The damage done by the mountain pine beetle to the forests in British Columbia has received much attention, given the billions of dollars already lost to this pernicious pest. But Dendroctonus ponderosae knows no borders, and now the western United States is grappling with the same epidemic. The pine beetle has spread to Wyoming, Montana, Nebraska, South Dakota and Colorado.
Sawmills and wood product producers have dealt with various infestations before, but not during the worst U.S. housing downturn in history. Many mills have closed, and Colorado, perhaps the worst-hit state, watched its largest sawmill go into Chapter 11 bankruptcy protection last year. One of the reasons behind the failure of Montrose, Colo.-based Intermountain Resources was its payments to the U.S. Forestry Service timber contracts. Two other remaining mills, along with smaller mom-and-pop operations, have found themselves in similar straits.
Enter Sen. Mark Udall (D-Colo.), who brought up the timber contracts last June during a Senate subcommittee hearing on the Colorado wildfires. Udall questioned whether beetle-killed trees — Colorado has an estimated 4 million acres of dead Lodgepole pines — had not fueled the fire. And wouldn’t it make sense for the idle sawmills to be processing these trees into wood pellets and other biomass products?
“Our sawmills are in real trouble, and the reason behind that are the legacy timber sales,” Udall testified. “They are no longer viable. They have become a liability.” In Udall’s view, releasing the mills from their forest service contracts would bolster their finances; then they could turn their attention to the less profitable, but just as important, job of clearing away dead and dying trees.
The head of the U.S. Forest Service, Tom Tidwell, defended the use of long-term “stewardship” contracts. “In order to maintain this integrity, the wood products industry needs to [have] some certainty that wood is going to be available,” he replied.
Udall kept up his campaign, however, stressing the risk of mills closing, jobs leaving the state and the need to clear hundreds of thousands of dead trees that pose a risk to power lines, campgrounds, roads and trails.
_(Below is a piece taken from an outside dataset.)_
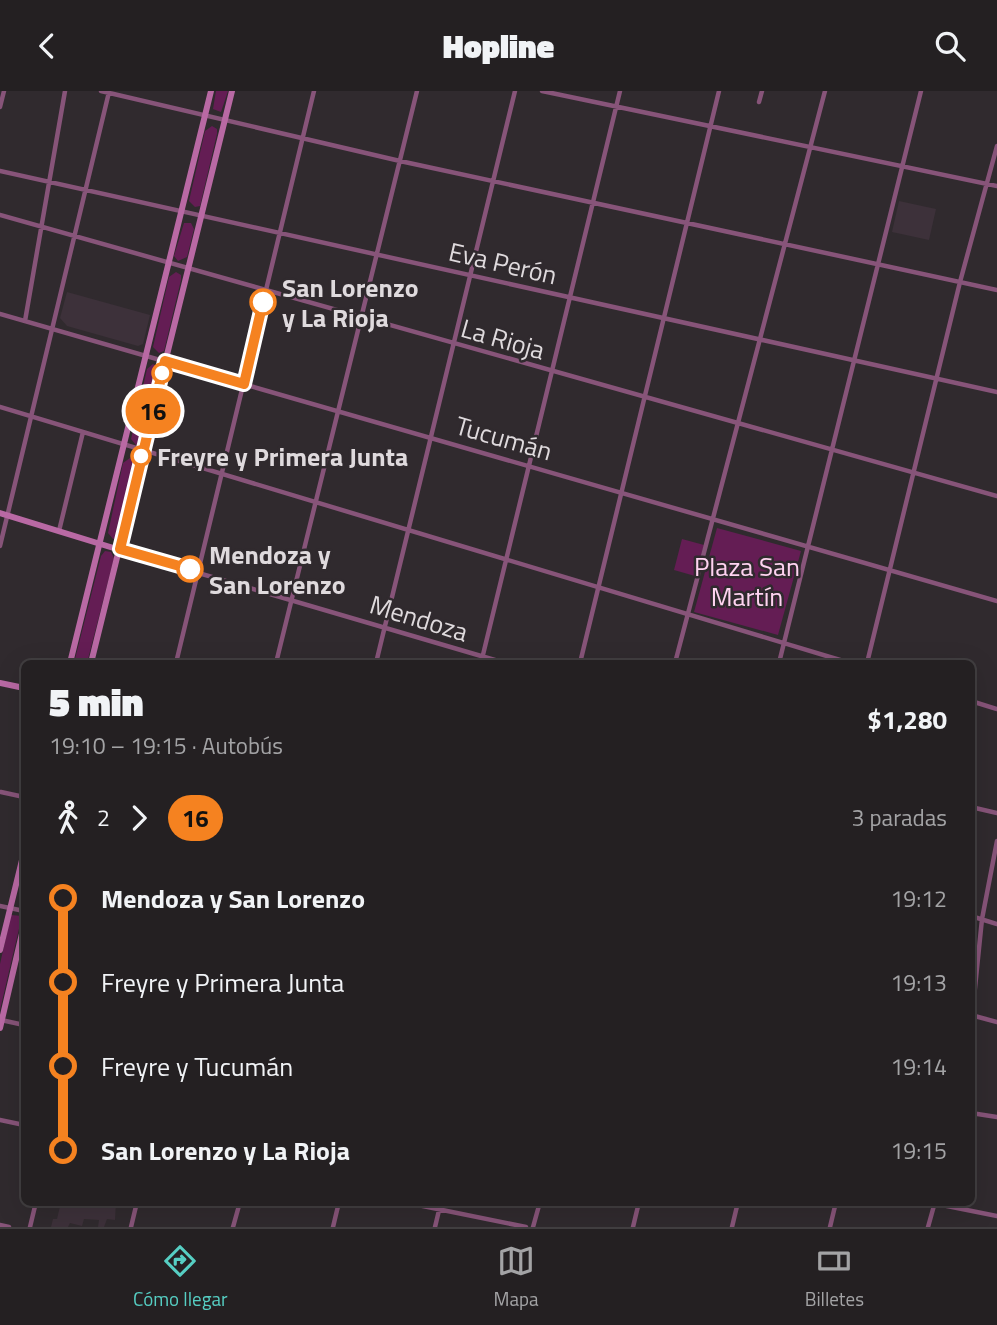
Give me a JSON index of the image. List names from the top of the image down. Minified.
{"streets":{"main road":["Mendoza"],"street":["Eva Perón","La Rioja","Tucumán"]},"parks":["Plaza San Martín"],"places":["San Lorenzo y La Rioja","Freyre y Primera Junta","Mendoza y San Lorenzo"],"lines":["bus line 16"],"page":{"header":"Hopline","on_map":"16","heading":["5 min","19:10 – 19:15 · Autobús","$1,280"],"legs":["2","16","3 paradas"],"list":[{"name":"Mendoza y San Lorenzo","value":"19:12"},{"name":"Freyre y Primera Junta","value":"19:13"},{"name":"Freyre y Tucumán","value":"19:14"},{"name":"San Lorenzo y La Rioja","value":"19:15"}],"tabs":["Cómo llegar","Mapa","Billetes"]}}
Udall’s efforts paid off on Aug. 4, when Tidwell announced that the U.S. Forest Service would allow an unspecified number of mills in Colorado, Nebraska, South Dakota and Wyoming to either renegotiate or “mutually cancel” contracts made before the recession began.
This spells good news for Eric Sorenson, who operates the second largest sawmill in Colorado: Delta Timber, located just south of Grand Junction on the Western Slope. Sorenson signed a 10-year lease with the Forest Service when Louisiana-Pacific operated a wafer board plant up the road. In a joint agreement, LP and Delta shared low-grade Aspen logs to make wafer board and sawn lumber.
But LP closed its plant shortly after Sorenson signed the contract, and there wasn’t enough money in the timber end of the business. “It would eat our lunch every time we’d try to bring timber in here,” Sorenson recalled.
A second Forest Service contract, this one for Aspen and conifer used at a Delta mill in Montrose, was signed in 2004, when the market for tongue-and-groove interior paneling — about 25% of Delta’s business — was strong. Sorenson faced the same predicament with both contracts: operate at a loss or default.
“We’ve been here 21 years, and I’ve never defaulted on a timber contract,” Sorenson said proudly. He noted that 90% of his supply depends on logs from U.S. Forest Service land, and he really can’t risk ruining his reputation or his financial standing with the agency.
Sorenson has already received a letter from the Forest Service regarding an easing of the terms of his current contracts. “For us, it’s really going to help,” he said. “We’re facing so many challenges right now, from the markets to the lenders, and it’s one more thing off our plate.”
Sorenson is going to leave most of the beetle-kill logging to his competitors, who sell the blue-stained lumber as a niche product. But he has talked to investors about biomass plants and wood fiber fuel made from beetle-killed trees. “There are people interested in doing it,” he said.